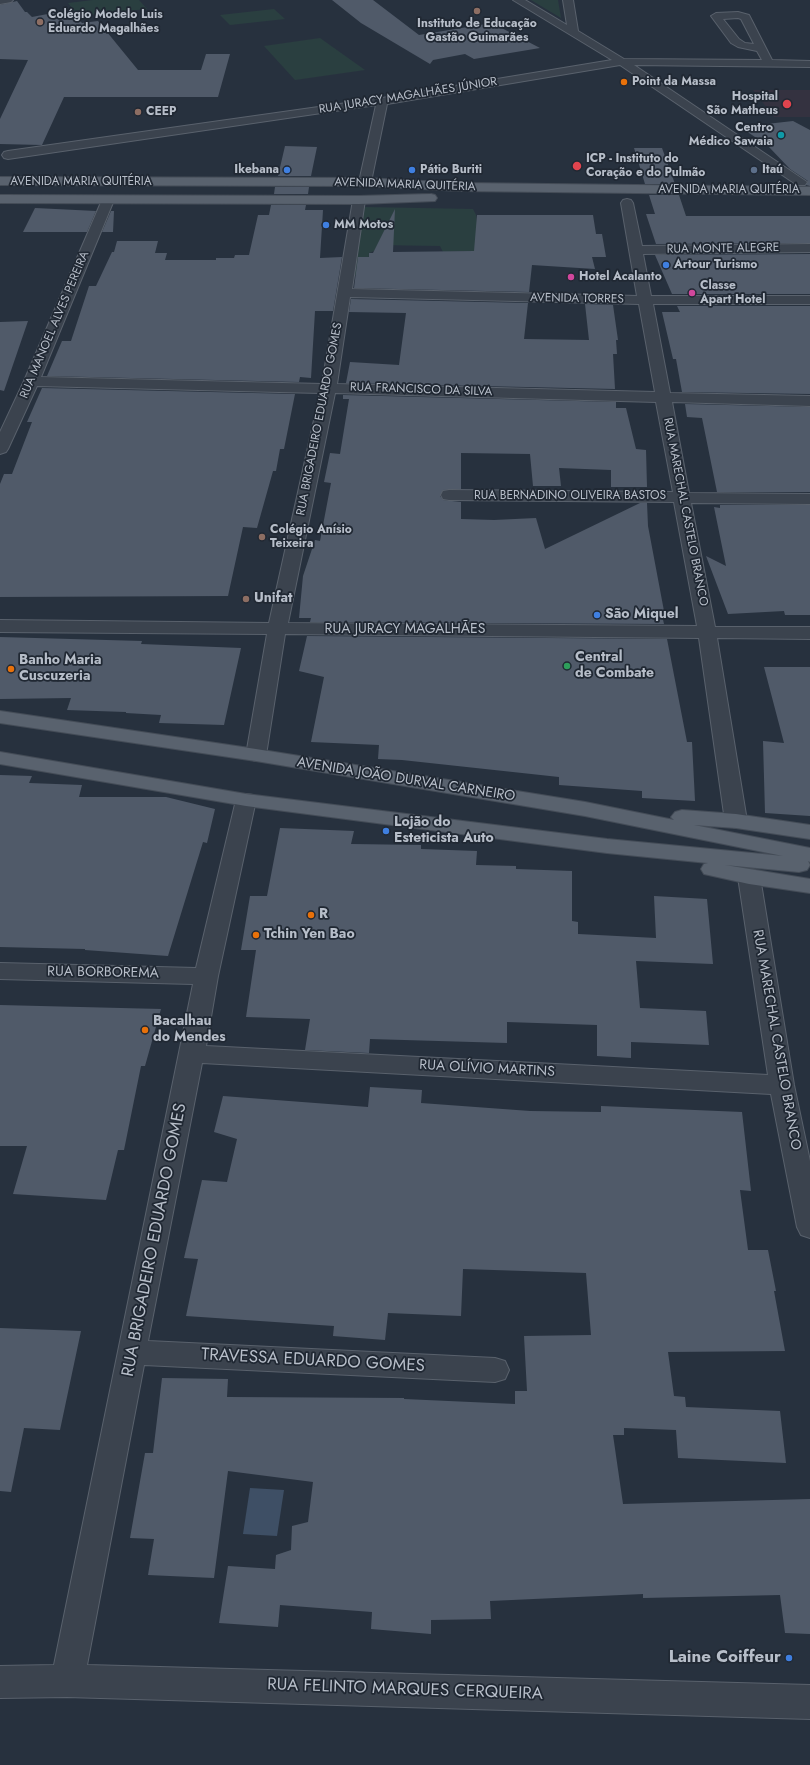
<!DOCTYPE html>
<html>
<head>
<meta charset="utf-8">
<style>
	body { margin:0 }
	canvas { display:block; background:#27313e }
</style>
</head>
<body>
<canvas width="810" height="1765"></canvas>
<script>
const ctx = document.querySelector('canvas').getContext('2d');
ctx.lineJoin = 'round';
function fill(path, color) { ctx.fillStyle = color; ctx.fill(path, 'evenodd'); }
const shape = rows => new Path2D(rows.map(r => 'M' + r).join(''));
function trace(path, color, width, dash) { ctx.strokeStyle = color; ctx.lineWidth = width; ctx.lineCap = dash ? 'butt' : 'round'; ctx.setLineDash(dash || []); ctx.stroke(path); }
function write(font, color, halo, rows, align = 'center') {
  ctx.font = font + ' Jost,sans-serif'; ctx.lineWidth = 3.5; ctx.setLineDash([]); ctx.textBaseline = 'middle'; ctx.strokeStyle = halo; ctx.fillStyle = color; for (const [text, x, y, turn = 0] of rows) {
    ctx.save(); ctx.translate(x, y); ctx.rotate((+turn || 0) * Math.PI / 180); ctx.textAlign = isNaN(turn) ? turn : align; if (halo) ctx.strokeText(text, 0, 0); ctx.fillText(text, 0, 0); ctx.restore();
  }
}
fill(shape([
	[753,90,810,90,810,117,774,117]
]), '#343240');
fill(shape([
	[93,0,139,0,147,9,78,16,68,3],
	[531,0,558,0,561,18],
	[274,9,285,19,230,25,220,15],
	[320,38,365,70,295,80,264,46],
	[364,207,473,209,476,215,479,239,474,251,443,252,440,246,378,245,374,251,369,253,368,267,365,275,353,275]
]), '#2a3f40');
fill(shape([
	[250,1488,284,1490,277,1536,243,1534]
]), '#3e4f65');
fill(shape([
	[332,0,373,0,419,35,492,23,540,48,474,59,465,54,433,60,430,64,361,23],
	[17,1,25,12,27,12,32,17,58,12,64,20,78,19,82,23,98,21,138,70,201,70,206,54,230,54,218,97,64,97,42,145,0,144,0,119,28,60,0,59,0,5],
	[793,121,810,130,810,186,806,185,808,181,790,169,769,147,770,147,740,127],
	[285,146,317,147,311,176,278,176],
	[634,148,662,148,675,184,645,184],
	[275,187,309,187,308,194,274,194],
	[649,195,679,195,686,216,810,216,810,243,656,244,646,214,655,214],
	[271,205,306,205,305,210,323,210,320,258,342,257,333,311,315,311,311,378,300,377,299,382,47,376,62,341,71,341,89,286,96,286,112,252,114,252,117,241,158,241,155,253,167,253,165,260,216,260,216,258,234,258,235,255,249,255,258,215,269,215],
	[35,208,96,211,87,232,23,232],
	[395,209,393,252,474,251,477,215,593,215,596,234,602,234,606,257,592,257,595,269,532,265,529,292,354,288,358,257,369,257,369,253,373,253],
	[111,211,114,211,113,232,102,232],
	[810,254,810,294,672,294,655,255],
	[351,299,528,303,524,339,589,340,585,304,613,305,618,340,616,340,617,354,613,354,615,389,346,383,350,362,399,365,406,313,349,312],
	[677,306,810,306,810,394,682,392,676,359,673,359,662,312,680,312],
	[28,321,4,391,0,390,0,322],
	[42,388,295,394,284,449,280,449,276,471,273,471,257,528,243,527,228,596,0,597,0,484,4,474,12,474,32,422,27,422],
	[343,395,616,402,616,408,626,408,636,449,646,450,647,487,611,487,611,470,559,468,561,486,533,486,530,454,461,453,461,489,443,490,440,496,443,500,461,502,461,519,494,520,536,518,545,549,640,503,647,503,648,526,664,611,661,611,664,624,310,622,311,618,299,618,303,576,315,540,320,541,331,483,324,482,330,453,340,454,349,399,343,399],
	[685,404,810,407,810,492,717,492,702,418,687,417],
	[720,505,810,505,810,615,785,615,784,611,728,614,706,556,726,566,714,507,720,508],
	[307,636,667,639,687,742,692,742,695,801,642,798,642,791,559,785,559,777,402,760,378,759,379,745,311,742,324,677,299,671],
	[0,637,142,641,141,644,241,648,224,725,159,723,161,715,126,713,126,712,67,710,71,698,0,699],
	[764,667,810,667,810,816,765,813,763,741,784,743],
	[0,775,32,776,29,783,82,785,79,797,166,797,215,809,207,843,203,842,168,956,85,950,85,949,0,947],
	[280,828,354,831,351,844,421,845,421,849,477,851,476,865,516,866,516,869,572,871,572,921,578,922,578,934,656,938,654,896,707,899,713,964,636,961,640,1008,706,1011,709,1045,631,1042,631,1058,597,1056,597,1025,507,1022,507,1043,370,1039,369,1053,305,1050,310,1019,246,1017,256,950,241,950,250,896,267,896],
	[0,1005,161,1009,145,1066,141,1066,124,1150,118,1150,106,1200,13,1194,27,1146,0,1146],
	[370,1087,422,1090,421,1103,530,1111,601,1112,601,1106,742,1112,751,1191,740,1190,748,1250,768,1250,776,1291,774,1291,785,1351,668,1352,674,1396,685,1397,686,1407,780,1411,786,1463,678,1458,676,1430,624,1428,624,1435,613,1435,623,1504,810,1499,810,1634,785,1633,780,1595,643,1598,643,1594,490,1601,491,1619,431,1620,431,1634,371,1629,372,1612,280,1605,278,1627,219,1623,228,1566,275,1569,276,1555,291,1550,292,1526,308,1522,313,1482,228,1471,214,1578,148,1575,154,1539,130,1538,145,1453,153,1453,162,1378,228,1379,227,1397,404,1398,404,1399,515,1404,515,1391,527,1391,524,1336,591,1335,586,1273,463,1269,461,1316,388,1313,385,1340,333,1336,334,1326,186,1316,198,1259,184,1258,202,1180,227,1182,237,1139,214,1132,223,1096,368,1107],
	[0,1328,81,1331,60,1430,24,1428,11,1492,0,1491]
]), '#505a69');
const minor = shape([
	[0,0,13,0,11,2,0,4,0,0],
	[513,0,525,0,567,25,563,0,573,0,578,31,624,59,762,60,757,51,738,47,731,43,711,16,716,13,738,12,749,15,772,60,810,61,810,67,634,65,807,182,805,185,797,185,620,65,387,104,371,182,369,185,365,186,361,185,359,182,376,105,8,159,4,158,2,155,4,152,8,151,382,98,612,60,513,0],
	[738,18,741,19,754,44,745,43,739,39,723,19,738,18],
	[108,196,112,197,114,200,41,377,322,384,353,200,355,197,359,196,363,197,365,200,352,289,637,296,621,203,623,200,627,199,631,200,633,203,642,246,810,244,810,252,643,254,651,296,810,296,810,304,653,304,670,393,810,396,810,406,672,402,689,493,810,494,810,504,691,503,715,627,810,627,810,639,717,638,747,821,743,826,736,828,729,826,725,821,699,638,285,634,266,755,263,759,256,761,249,759,246,755,267,634,0,632,0,620,269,623,320,393,37,386,8,449,6,452,0,454,0,432,24,381,102,200,104,197,108,196],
	[350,297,639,304,655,392,337,384,350,297],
	[335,393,656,402,673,492,449,490,443,491,441,495,443,499,449,500,674,502,697,626,288,623,335,393],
	[246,794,253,795,256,800,218,976,206,1046,768,1075,738,877,741,872,749,870,757,872,760,877,794,1085,810,1161,810,1238,801,1235,797,1227,771,1094,202,1063,148,1341,495,1358,505,1361,509,1370,505,1379,495,1382,144,1365,87,1665,810,1685,810,1719,67,1697,0,1698,0,1666,54,1665,193,984,0,979,0,963,196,968,236,800,239,795,246,794]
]);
const major = shape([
	[0,177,365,178,461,183,810,187,810,195,461,191,365,186,0,185,0,177],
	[431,194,435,195,437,198,435,201,359,204,0,203,0,195,359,196,431,194],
	[0,711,256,749,585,802,674,820,671,817,675,812,682,810,736,814,810,825,810,839,736,828,694,825,810,848,810,862,808,861,810,865,807,870,799,872,725,865,810,879,810,893,749,884,704,874,701,869,704,864,708,863,607,853,246,806,0,764,0,752,246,794,607,839,783,856,585,816,256,761,0,723,0,711]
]);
trace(minor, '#59616c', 2);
trace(major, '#444c57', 2);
fill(minor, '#3b434e');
fill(major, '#59626e');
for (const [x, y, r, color] of [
	[477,11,4,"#8d6e63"],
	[40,22,4,"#8d6e63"],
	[624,82,4,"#e8710a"],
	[787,104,5,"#e0444e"],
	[138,112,4,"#8d6e63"],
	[781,135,4,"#0f9aa8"],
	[577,166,5,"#e0444e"],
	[287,170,4,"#3f7fe0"],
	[412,170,4,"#3f7fe0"],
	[754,170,4,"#5c6f8a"],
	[326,225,4,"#3f7fe0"],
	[666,265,4,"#3f7fe0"],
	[571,277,4,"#d1479c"],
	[692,293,4,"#d1479c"],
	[262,537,4,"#8d6e63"],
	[246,599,4,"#8d6e63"],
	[597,615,4,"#3f7fe0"],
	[567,666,4,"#2e9e5b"],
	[11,669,4,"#e8710a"],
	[386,831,4,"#3f7fe0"],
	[311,915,4,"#e8710a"],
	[256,935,4,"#e8710a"],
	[145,1030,4,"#e8710a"],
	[789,1658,4,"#3f7fe0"]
]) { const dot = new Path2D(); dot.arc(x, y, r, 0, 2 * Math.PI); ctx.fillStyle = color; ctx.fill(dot); trace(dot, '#202833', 1.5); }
write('bold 12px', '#b7bec9', '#202833', [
	["Colégio Modelo Luis",48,15],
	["Eduardo Magalhães",48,29],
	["Instituto de Educação",477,24,"center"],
	["Gastão Guimarães",477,38,"center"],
	["Point da Massa",632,82],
	["Hospital",778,97,"right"],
	["São Matheus",778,111,"right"],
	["CEEP",146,112],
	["Centro",773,128,"right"],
	["Médico Sawaia",773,142,"right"],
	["ICP - Instituto do",586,159],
	["Coração e do Pulmão",586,173],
	["Ikebana",279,170,"right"],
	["Pátio Buriti",420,170],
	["Itaú",762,170],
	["MM Motos",334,225],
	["Artour Turismo",674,265],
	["Hotel Acalanto",579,277],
	["Classe",700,286],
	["Apart Hotel",700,300],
	["Colégio Anísio",270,530],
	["Teixeira",270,544]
], 'left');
write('12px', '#b7bec9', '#202833', [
	["RUA JURACY MAGALHÃES JÚNIOR",408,96,-9],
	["AVENIDA MARIA QUITÉRIA",81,182],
	["AVENIDA MARIA QUITÉRIA",405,185,2],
	["AVENIDA MARIA QUITÉRIA",729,190],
	["RUA MONTE ALEGRE",723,249,-1],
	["AVENIDA TORRES",577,299,1],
	["RUA MANOEL ALVES PEREIRA",55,325,-67],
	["RUA FRANCISCO DA SILVA",421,390,2],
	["RUA BRIGADEIRO EDUARDO GOMES",320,419,-79],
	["RUA BERNADINO OLIVEIRA BASTOS",570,496],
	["RUA MARECHAL CASTELO BRANCO",685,512,79]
]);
write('bold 14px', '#b7bec9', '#202833', [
	["Unifat",254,599],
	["São Miquel",605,615],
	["Central",575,658],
	["de Combate",575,674],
	["Banho Maria",19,661],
	["Cuscuzeria",19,677],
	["Lojão do",394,823],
	["Esteticista Auto",394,839],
	["R",319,915],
	["Tchin Yen Bao",264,935],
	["Bacalhau",153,1022],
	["do Mendes",153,1038]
], 'left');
write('14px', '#b7bec9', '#202833', [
	["RUA JURACY MAGALHÃES",405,630],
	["AVENIDA JOÃO DURVAL CARNEIRO",406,780,9],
	["RUA BORBOREMA",103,973,1],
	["RUA MARECHAL CASTELO BRANCO",776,1040,80],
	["RUA OLÍVIO MARTINS",487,1069,3]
]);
write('17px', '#b7bec9', '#202833', [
	["RUA BRIGADEIRO EDUARDO GOMES",155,1240,-79],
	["TRAVESSA EDUARDO GOMES",313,1361,3],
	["RUA FELINTO MARQUES CERQUEIRA",405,1690,2]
]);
write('bold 17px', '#b7bec9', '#202833', [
	["Laine Coiffeur",781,1658]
], 'right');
</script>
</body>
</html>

****************************************

__Your task__:
Search the records for the word "turn" and copy out every line that holds it.

__Solution for this problem__:
  ctx.font = font + ' Jost,sans-serif'; ctx.lineWidth = 3.5; ctx.setLineDash([]); ctx.textBaseline = 'middle'; ctx.strokeStyle = halo; ctx.fillStyle = color; for (const [text, x, y, turn = 0] of rows) {
    ctx.save(); ctx.translate(x, y); ctx.rotate((+turn || 0) * Math.PI / 180); ctx.textAlign = isNaN(turn) ? turn : align; if (halo) ctx.strokeText(text, 0, 0); ctx.fillText(text, 0, 0); ctx.restore();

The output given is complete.